‘It is a seaport, so it must be a town, I suppose,’ said Mr. Vane.
‘I should like to see the little girl and her mother,’ Mrs. Vane continued.
‘And oh, mamma,’ cried Biddy, jumping up and down in her chair as her spirits rose again, ’when you do, mayn’t I go with you, and then Celestina would show me her dolls’ room?’
‘We shall see, my dear,’ her mother replied.
Biddy was not at all fond of the reply, ‘We shall see.’ ’It’s only a perlite way of saying “no,"’ she once said, but she dared not tease her mother any more.
‘Nobody cares about what I like,’ she said to herself disconsolately.

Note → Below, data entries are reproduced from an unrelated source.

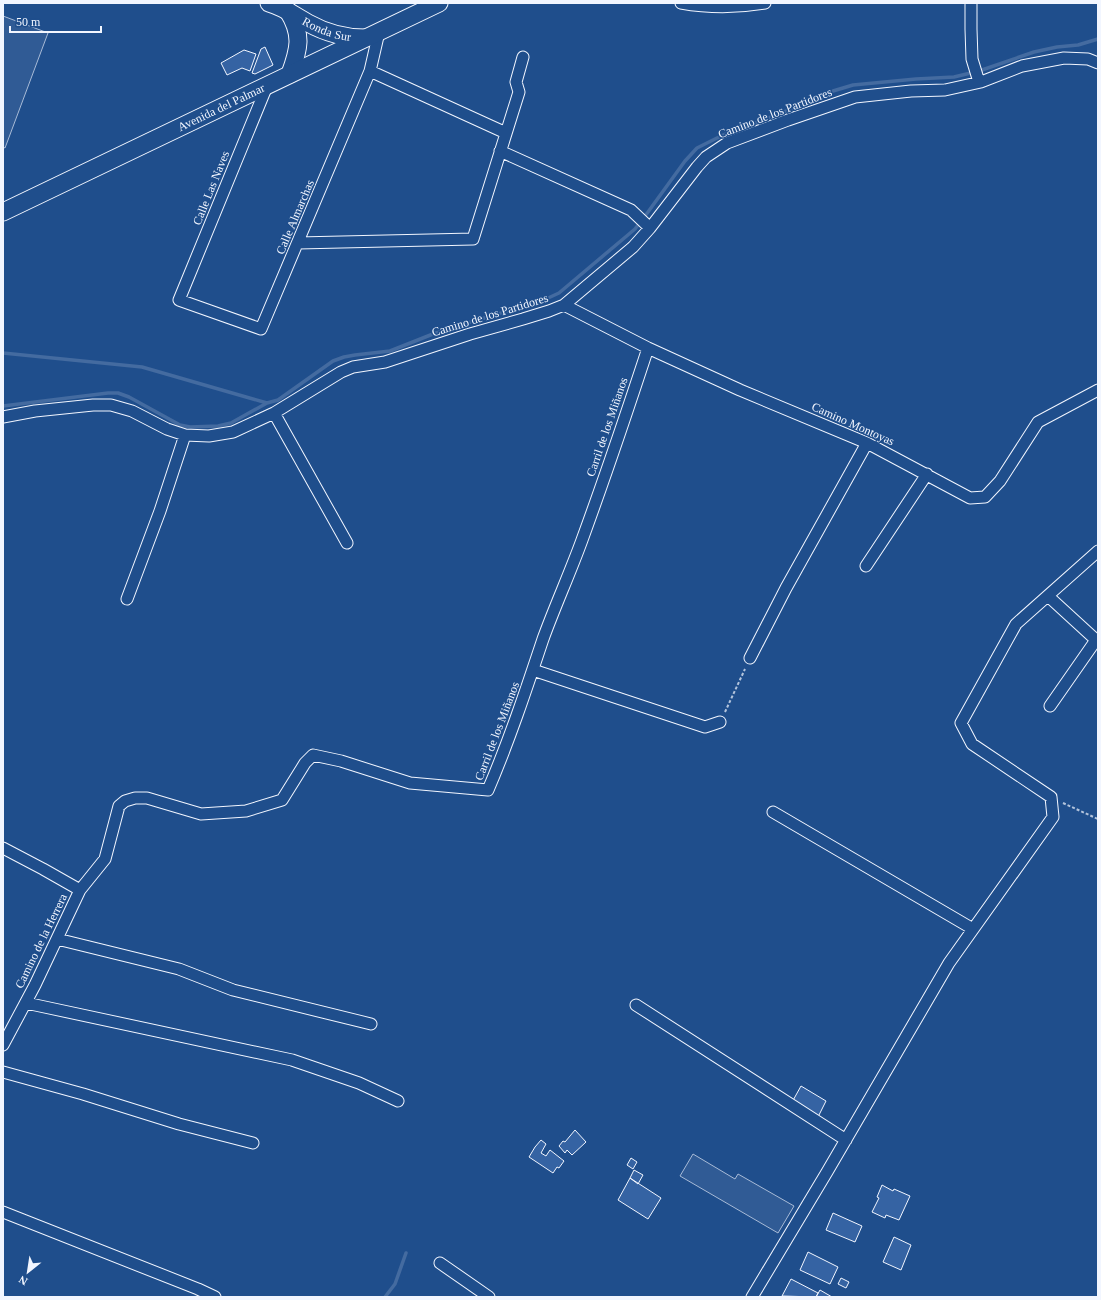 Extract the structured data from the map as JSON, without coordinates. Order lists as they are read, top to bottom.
{
  "streets": {
    "main road": ["Ronda Sur", "Avenida del Palmar"],
    "street": [
      "Camino de los Partidores",
      "Calle Las Naves",
      "Calle Almarchas",
      "Camino Montoyas",
      "Carril de los Miñanos",
      "Camino de la Herrera"
    ]
  },
  "crossings": [
    ["Ronda Sur", "Avenida del Palmar"],
    ["Ronda Sur", "Calle Almarchas"],
    ["Avenida del Palmar", "Calle Las Naves"],
    ["Avenida del Palmar", "Calle Almarchas"],
    ["Camino de los Partidores", "Camino Montoyas"],
    ["Calle Las Naves", "Calle Almarchas"],
    ["Camino Montoyas", "Carril de los Miñanos"],
    ["Carril de los Miñanos", "Camino de la Herrera"]
  ],
  "scale_bar": "50 m",
  "north": "bottom left"
}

Perhaps she would not have thought so if she had heard what her mother and Rosalys were talking about later that afternoon.
ON THE SEASHORE
’The sands of the sea
stretch far and fine,
The rocks start out of them sharp and slim.’
A Legend of the Sea.
‘Oh dear,’ exclaimed Mrs. Vane one morning at breakfast two or three days after the children’s walk in to Seacove. Everybody looked up—the two girls and Rough were at table with their father and mother. Mrs. Vane had just opened and begun to read a letter. What could be the matter?
‘It is from Miss Millet,’ she said; ’her sister’s children have got scarlet fever, and she has got a bad sore throat herself from nursing them. They had no idea what it was at first,’ she went on reading from the letter; ’but of course she cannot come back to us for ever so long on account of the infection.’
‘Poor Miss Millet,’ said Rosalys.
‘I don’t mind,’ said Biddy; ‘I like having holidays.’
Alie, who was sitting next her, gave her a little touch.
‘Hush, Biddy,’ she said, ’that’s just one of the things you say that sound so unkind.’
She spoke in a whisper, and fortunately for Bridget her father and mother were too much taken up with the letter to notice what she had said.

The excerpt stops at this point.